また、権利の否定に走る人は「自分と同じ位置にいる人が多いこと」で安心感を得ようとするのと同時に、この「恩恵を与えない者は不要」という考え方を持っているから「社会に助けてもらうような連中は生きる価値などない」と、このような行動を起こすのではないかとにらんでいます。
お金の使い方が事細かに制限されているのに、いざ財源が必要となると「自治体で何とかしろ」では無理な話ですよね。それでも公務員を叩いておけば点数になるとばかりの論調ばかりで、対策も何もあったものではありません。
>とっぺんぱらりさん
公務員に矛先を向けることで、政財界への非難を逸らす意味合いはありそうですね。麻生首相の贅沢ぶりやモノの価格を知らないことをメディアが指摘すれば、マスコミを批判対象へとすり替えることで麻生を逃したように、何か庇いたいものがあるのでしょう。
>GXさん
そうした意味では今回の御用学者のコメントは、時流に乗った意見でもありますね。役に立たない人間を支援するなと、そんな論調に乗っかっただけの安易な意見です。卵を産まなくなった鶏を処分するのとは訳が違うのですが、他人を切り捨てるための論拠を欲しがっている人には格好の題材なのかも知れません。

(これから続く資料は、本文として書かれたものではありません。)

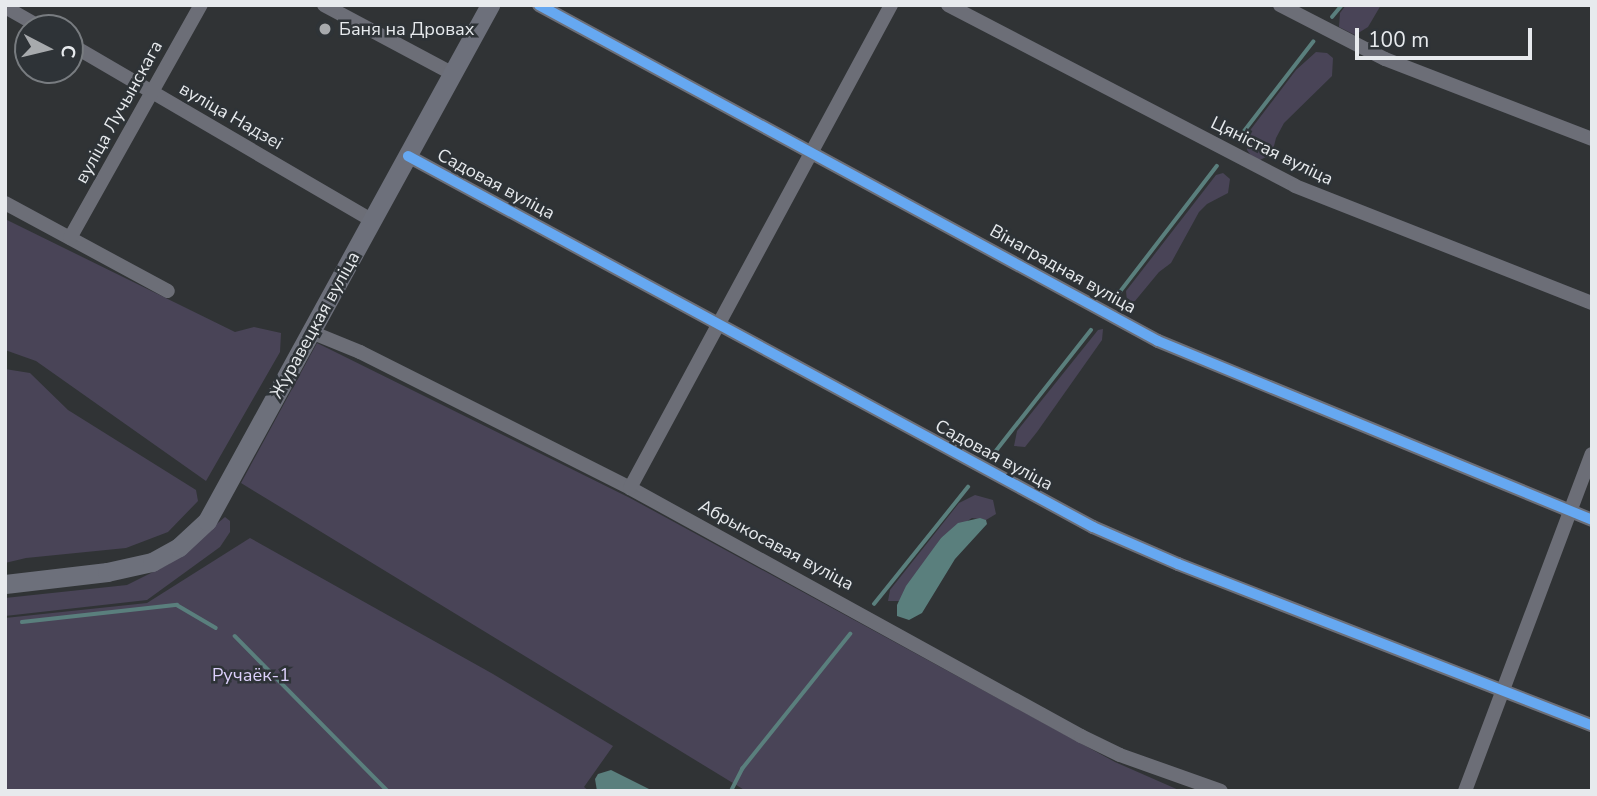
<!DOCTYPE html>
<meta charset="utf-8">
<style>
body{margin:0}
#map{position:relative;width:1597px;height:796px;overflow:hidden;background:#303335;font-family:"Nunito Sans",sans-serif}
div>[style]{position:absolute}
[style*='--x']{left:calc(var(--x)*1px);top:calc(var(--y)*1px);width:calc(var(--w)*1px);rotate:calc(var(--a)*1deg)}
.green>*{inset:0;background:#494457}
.water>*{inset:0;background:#5a7f7d}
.stream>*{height:3.5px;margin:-1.75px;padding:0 1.75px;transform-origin:1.75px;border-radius:1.75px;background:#5a7f7d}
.street>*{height:14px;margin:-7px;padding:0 7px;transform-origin:7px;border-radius:7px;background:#6c6e77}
.secondary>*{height:19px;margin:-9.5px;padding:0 9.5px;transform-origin:9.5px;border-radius:9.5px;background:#6d707b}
.cycleway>*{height:10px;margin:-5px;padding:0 5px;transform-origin:5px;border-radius:5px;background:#66a8f1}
.dots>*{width:19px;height:19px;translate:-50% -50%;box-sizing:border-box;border:4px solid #2e3337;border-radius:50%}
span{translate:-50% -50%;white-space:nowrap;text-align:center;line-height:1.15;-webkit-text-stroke:5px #2e3337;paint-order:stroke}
.poi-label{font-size:18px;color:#e7eaed}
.left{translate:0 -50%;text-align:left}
.street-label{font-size:18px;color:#e7eaed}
.park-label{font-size:18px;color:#dcd0fb}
.frame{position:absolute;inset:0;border:7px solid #e7eaed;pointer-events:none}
.north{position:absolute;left:14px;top:14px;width:70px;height:70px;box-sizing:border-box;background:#2e3337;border:2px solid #787c80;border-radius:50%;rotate:97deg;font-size:19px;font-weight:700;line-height:28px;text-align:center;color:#e7eaed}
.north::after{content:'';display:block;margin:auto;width:24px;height:32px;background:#a7aaad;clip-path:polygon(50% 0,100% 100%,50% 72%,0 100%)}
.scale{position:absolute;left:1355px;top:28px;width:177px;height:32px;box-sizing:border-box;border:4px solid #e7eaed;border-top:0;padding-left:9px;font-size:21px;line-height:24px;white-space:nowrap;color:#e7eaed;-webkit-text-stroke:5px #2e3337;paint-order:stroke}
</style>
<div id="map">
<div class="green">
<div style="clip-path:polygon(1346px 5px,1381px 5px,1368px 27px,1355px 35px,1339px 27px,1340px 13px)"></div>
<div style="clip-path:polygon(1316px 52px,1327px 53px,1333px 58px,1332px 76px,1284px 123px,1276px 138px,1272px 154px,1260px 160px,1252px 157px,1247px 150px,1248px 133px,1296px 70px)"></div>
<div style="clip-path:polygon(1223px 173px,1230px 179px,1228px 193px,1207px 204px,1199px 212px,1171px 263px,1159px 272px,1135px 301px,1127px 302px,1126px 291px,1216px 175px)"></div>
<div style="clip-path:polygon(5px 219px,235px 332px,254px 327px,281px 333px,280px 352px,206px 481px,36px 361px,5px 350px)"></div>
<div style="clip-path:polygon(1103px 329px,1102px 340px,1037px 432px,1025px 447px,1014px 446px,1017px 431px,1098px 330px)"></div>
<div style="clip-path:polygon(317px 343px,630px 498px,1115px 762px,1181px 791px,746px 791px,241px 483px)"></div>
<div style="clip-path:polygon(5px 369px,30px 373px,68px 410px,196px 490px,198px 501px,168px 532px,126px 548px,26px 558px,5px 563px)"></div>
<div style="clip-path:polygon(975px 495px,993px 500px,996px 514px,986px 520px,972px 518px,941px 538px,899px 601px,888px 601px,890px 590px,959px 503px)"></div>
<div style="clip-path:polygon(225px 517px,230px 521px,230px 532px,220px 547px,147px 600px,5px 616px,5px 598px,127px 585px,169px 564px)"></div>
<div style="clip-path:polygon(250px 538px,493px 674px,613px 746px,584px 787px,589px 791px,5px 791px,5px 618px,147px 603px)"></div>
</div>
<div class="water">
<div style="clip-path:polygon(980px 518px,986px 520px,987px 524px,955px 559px,922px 613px,909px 620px,897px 616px,897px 605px,906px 586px,941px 538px,958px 523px)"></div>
<div style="clip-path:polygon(611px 770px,653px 791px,597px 791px,595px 779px,598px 774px)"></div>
</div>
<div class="stream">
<div style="--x:1332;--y:17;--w:16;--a:-50"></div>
<div style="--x:1238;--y:139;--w:123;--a:-52.3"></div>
<div style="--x:1116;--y:297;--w:165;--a:-52.4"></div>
<div style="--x:995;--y:452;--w:155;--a:-51.8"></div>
<div style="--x:874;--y:604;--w:150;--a:-51.2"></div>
<div style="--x:22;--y:622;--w:156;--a:-6.3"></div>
<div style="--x:177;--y:605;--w:45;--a:30.5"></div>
<div style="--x:235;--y:636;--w:218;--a:45.4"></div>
<div style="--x:731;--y:791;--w:25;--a:-63"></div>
<div style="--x:742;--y:769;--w:173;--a:-51.3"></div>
</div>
<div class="street">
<div style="--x:324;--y:5;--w:146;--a:28.1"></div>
<div style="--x:539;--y:5;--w:704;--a:28.49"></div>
<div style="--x:1158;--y:341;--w:469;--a:22.4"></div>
<div style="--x:948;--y:5;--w:391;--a:27.5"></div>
<div style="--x:1295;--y:186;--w:319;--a:21.5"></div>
<div style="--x:1280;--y:5;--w:118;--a:27.2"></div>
<div style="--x:1385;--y:59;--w:222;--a:21.1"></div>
<div style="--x:5;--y:7;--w:43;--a:29.6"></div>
<div style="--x:70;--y:44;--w:349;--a:30.3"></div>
<div style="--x:408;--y:156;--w:779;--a:28.44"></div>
<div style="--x:1093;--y:527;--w:93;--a:23.5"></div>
<div style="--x:1178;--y:564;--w:444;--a:21.3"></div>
<div style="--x:5;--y:203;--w:185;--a:28.4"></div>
<div style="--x:70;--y:238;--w:267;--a:-60.7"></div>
<div style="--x:311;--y:332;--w:53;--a:22.2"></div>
<div style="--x:360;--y:352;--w:302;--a:26.7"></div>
<div style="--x:630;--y:488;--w:515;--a:28.81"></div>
<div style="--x:1081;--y:736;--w:43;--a:26"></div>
<div style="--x:1120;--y:755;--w:107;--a:19.6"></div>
<div style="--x:630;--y:488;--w:549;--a:-61.61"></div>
<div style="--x:1465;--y:791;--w:360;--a:-69.4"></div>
</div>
<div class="secondary">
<div style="--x:5;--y:584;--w:103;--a:-6.7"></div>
<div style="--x:107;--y:572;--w:46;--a:-12.5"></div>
<div style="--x:152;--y:562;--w:31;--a:-29"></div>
<div style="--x:179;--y:547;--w:38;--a:-43"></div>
<div style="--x:207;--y:521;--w:589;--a:-61.26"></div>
</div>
<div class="cycleway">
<div style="--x:539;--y:5;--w:704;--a:28.49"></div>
<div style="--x:1158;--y:341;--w:469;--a:22.4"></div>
<div style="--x:408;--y:156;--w:779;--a:28.44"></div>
<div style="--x:1093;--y:527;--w:93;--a:23.5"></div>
<div style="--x:1178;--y:564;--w:444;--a:21.3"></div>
</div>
<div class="dots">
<div style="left:325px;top:29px;background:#a7aaad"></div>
</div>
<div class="poi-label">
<span class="left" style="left:339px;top:29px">Баня на Дровах</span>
</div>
<div class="street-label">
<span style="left:119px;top:112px;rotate:-61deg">вуліца Лучынскага</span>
<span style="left:231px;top:116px;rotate:30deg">вуліца Надзеі</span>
<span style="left:1272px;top:151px;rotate:26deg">Цяністая вуліца</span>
<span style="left:496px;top:184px;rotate:28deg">Садовая вуліца</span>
<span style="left:1063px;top:269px;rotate:29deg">Вінаградная вуліца</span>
<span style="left:315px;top:325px;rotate:-61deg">Журавецкая вуліца</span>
<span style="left:994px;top:455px;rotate:28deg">Садовая вуліца</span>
<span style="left:776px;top:545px;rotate:28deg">Абрыкосавая вуліца</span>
</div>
<div class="park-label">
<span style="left:251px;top:675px">Ручаёк-1</span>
</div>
<div class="frame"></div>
<div class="north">С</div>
<div class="scale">100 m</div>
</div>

こちらの公務員叩きなんですけど、職務上の「権限を持つ」公務員と職務上の「権限を殆ど持たない」(主に地方)公務員とが一緒くたに叩かれるんですよね。
で、二言目には「民間では云々」とか比較されるんですよね。(それも待遇の良くない民間をわざわざ選んだ上で・・・。)
公務員の職務というものがおよそ「環境作り」(←つまりインフラ)にあるという前提をすっ飛ばして恩恵を云々するなど「ためにする議論」以外の何物でも無いと思うんですけどね。
そう、私がどう足掻いても会社の経営を動かすことが出来ないように、下っ端公務員が個人的にどうこうしたところで、自治体の財政状況を変えることはできないわけですが、しかるに非難は公務員全体に向けられますね。まぁ、ためにする議論、初めに公務員叩きありきですから。